Die Goldenen Zitronen


Von den goldenen Zeiten des Blödel-Punk wollen sie nichts mehr wissen. Als letzte Kreuzritter der Unabhängigkeit machen die vier Hamburger Front gegen die Industrie und singen für die Hafenstraße. ME/Sounds-Mitarbeiterin Martina Wimmer ließ sich die Revolution erklären.

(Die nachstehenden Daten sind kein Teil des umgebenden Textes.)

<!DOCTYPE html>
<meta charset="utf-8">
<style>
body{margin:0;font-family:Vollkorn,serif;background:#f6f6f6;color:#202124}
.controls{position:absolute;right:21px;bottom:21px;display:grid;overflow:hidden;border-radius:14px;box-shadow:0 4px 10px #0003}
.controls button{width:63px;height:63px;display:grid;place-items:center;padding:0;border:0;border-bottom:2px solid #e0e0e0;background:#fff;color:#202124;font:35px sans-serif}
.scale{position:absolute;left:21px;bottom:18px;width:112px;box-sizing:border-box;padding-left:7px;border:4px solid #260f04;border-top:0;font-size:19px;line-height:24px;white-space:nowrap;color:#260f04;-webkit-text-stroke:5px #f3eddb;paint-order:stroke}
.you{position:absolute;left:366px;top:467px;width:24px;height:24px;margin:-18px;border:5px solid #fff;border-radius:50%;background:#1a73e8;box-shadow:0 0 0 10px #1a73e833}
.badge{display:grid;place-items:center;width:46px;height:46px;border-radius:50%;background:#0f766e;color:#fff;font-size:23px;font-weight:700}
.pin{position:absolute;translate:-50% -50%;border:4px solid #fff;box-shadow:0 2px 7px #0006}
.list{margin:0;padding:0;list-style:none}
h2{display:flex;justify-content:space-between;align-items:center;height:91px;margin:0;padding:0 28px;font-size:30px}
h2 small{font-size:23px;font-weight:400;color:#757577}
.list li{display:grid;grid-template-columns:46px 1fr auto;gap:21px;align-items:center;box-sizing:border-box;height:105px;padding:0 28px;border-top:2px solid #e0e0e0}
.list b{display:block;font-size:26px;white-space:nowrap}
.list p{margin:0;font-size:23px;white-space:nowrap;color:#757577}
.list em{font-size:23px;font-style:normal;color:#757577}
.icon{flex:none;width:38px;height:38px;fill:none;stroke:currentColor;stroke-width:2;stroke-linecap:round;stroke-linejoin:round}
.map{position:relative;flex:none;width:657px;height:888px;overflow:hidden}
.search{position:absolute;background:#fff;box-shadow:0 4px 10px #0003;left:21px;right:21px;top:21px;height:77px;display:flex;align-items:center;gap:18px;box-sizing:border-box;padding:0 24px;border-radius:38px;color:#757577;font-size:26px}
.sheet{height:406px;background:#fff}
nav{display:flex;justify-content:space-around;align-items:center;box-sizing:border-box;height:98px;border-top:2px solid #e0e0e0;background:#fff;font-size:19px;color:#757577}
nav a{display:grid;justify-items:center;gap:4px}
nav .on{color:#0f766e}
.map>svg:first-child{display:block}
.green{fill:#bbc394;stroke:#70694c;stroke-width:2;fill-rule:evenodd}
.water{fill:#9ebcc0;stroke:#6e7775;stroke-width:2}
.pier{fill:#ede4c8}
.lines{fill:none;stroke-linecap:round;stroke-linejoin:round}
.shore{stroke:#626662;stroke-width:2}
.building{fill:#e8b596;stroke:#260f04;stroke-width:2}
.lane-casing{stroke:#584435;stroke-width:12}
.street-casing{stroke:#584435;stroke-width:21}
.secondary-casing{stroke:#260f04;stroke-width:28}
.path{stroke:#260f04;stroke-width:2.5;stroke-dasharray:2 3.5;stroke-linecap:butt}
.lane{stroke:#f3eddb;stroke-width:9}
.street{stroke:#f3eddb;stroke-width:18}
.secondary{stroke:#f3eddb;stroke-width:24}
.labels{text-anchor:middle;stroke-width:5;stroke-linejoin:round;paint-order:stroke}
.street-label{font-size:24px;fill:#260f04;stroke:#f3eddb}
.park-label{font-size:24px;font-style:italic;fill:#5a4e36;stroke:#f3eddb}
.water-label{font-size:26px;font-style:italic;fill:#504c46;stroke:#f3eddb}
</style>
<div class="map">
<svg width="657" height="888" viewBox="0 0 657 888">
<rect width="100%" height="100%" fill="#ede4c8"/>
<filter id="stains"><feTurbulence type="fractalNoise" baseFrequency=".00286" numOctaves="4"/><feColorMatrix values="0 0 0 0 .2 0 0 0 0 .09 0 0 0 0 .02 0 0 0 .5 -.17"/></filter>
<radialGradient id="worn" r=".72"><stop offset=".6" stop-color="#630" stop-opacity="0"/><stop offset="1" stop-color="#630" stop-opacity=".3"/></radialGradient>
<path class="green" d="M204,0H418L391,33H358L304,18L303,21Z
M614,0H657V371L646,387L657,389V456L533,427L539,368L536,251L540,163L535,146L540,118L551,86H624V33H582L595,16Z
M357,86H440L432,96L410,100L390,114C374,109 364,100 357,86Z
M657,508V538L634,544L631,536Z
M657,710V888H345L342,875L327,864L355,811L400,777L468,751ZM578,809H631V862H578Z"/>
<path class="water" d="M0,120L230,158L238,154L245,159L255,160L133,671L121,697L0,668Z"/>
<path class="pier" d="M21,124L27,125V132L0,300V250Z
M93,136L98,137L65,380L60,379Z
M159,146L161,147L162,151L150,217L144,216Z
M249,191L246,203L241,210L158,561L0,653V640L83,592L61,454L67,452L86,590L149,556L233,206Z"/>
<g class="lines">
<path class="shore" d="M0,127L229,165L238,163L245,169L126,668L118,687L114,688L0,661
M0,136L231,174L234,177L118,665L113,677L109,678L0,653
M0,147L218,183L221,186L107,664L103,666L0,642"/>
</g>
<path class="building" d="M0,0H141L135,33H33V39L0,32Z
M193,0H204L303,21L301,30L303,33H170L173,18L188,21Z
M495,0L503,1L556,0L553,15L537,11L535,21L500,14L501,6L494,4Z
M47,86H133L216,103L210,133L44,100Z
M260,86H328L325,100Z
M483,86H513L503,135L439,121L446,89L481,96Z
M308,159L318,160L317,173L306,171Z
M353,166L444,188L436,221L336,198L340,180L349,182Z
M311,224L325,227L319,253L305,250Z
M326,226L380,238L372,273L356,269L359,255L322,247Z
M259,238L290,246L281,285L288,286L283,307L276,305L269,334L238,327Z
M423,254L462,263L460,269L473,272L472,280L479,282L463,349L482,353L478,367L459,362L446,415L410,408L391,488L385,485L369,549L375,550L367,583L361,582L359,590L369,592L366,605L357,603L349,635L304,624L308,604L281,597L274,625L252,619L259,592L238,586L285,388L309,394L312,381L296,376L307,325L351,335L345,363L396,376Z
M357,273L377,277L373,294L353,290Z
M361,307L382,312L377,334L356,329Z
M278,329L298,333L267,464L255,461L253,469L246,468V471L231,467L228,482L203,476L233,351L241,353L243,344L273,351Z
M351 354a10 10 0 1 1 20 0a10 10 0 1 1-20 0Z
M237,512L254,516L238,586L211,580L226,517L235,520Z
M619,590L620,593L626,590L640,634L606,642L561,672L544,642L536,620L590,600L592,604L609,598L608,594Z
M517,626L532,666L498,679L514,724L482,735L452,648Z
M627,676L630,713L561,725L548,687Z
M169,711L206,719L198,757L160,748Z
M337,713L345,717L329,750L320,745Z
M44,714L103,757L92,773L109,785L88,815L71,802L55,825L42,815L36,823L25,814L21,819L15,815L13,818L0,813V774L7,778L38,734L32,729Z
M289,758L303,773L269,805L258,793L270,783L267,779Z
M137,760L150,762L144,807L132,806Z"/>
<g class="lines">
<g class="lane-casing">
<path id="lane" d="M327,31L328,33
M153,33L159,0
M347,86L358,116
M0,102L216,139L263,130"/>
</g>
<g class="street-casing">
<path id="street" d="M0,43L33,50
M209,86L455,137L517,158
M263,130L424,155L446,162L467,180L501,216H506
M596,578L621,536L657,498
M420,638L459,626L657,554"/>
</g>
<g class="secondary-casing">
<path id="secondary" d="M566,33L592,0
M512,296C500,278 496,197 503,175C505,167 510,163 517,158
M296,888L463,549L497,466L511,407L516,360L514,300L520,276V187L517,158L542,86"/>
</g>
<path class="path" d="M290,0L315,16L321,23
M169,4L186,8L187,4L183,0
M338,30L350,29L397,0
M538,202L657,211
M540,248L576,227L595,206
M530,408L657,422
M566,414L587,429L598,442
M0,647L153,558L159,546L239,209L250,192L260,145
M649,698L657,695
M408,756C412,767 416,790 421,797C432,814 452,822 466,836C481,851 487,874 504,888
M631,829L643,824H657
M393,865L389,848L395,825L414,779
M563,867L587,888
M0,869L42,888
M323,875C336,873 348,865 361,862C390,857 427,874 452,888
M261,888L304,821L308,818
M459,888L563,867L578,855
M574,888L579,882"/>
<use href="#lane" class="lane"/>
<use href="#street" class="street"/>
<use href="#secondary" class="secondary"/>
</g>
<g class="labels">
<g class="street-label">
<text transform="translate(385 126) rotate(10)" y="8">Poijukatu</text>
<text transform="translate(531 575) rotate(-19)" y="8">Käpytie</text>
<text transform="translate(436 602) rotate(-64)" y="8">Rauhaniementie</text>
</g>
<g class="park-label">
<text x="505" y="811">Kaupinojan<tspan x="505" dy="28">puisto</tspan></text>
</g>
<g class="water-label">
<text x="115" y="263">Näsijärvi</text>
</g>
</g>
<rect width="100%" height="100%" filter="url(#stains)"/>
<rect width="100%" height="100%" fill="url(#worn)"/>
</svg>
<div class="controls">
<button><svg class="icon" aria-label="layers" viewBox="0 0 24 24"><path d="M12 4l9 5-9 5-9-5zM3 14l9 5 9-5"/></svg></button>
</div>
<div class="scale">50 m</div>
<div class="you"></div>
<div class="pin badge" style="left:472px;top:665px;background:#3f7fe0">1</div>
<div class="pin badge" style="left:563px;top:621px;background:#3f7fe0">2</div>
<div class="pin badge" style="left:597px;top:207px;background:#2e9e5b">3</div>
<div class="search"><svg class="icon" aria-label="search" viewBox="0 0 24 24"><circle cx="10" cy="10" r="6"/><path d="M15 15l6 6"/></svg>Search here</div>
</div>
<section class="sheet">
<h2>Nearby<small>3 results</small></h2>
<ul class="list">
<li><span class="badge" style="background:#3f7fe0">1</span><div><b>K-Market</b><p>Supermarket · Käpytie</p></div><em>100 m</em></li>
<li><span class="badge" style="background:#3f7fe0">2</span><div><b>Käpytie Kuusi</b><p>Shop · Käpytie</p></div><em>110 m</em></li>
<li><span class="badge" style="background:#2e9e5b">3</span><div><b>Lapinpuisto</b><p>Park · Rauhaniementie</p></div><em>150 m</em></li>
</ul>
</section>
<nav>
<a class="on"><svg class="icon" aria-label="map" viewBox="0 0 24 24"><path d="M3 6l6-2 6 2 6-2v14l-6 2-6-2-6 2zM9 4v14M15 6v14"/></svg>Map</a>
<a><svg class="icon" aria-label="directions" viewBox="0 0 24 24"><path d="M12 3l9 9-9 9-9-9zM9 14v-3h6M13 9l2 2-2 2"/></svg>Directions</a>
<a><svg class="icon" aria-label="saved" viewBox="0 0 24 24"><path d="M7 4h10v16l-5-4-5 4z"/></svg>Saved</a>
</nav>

Es ist zwölf Uhr mittags. Ted. die Rock „n“ Roll-Fraktion der Goldenen Zitronen, schlürft Eier im Glas. Eiweiß gibt Kraft: Nach dem dritten Löffel Glibber bricht der Kämpfer in ihm durch und die spitzen Koteletten beben: „Wir würden niemals Geld für einen Fußballverein sammeln. Wenn schon guter Zweck, dann würden wir Waffen nach Nicaragua schicken, das haben wir auch schon gemacht.“

Schorsch nickt eifrig kauend mit dem gelb-blond gefärbten Strubbelkopf. Und kaum runtergeschluckt, steigt er aufgeregt in die politische Gesprächsrunde ein: „Wir hatten unsere ersten Auftritte in der Hafen-Straße, und wir fühlen uns moralisch und politisch voll der extrem linken Ecke zugehörig.“ Boris Becker müßte vor ihnen auf die Knie fallen.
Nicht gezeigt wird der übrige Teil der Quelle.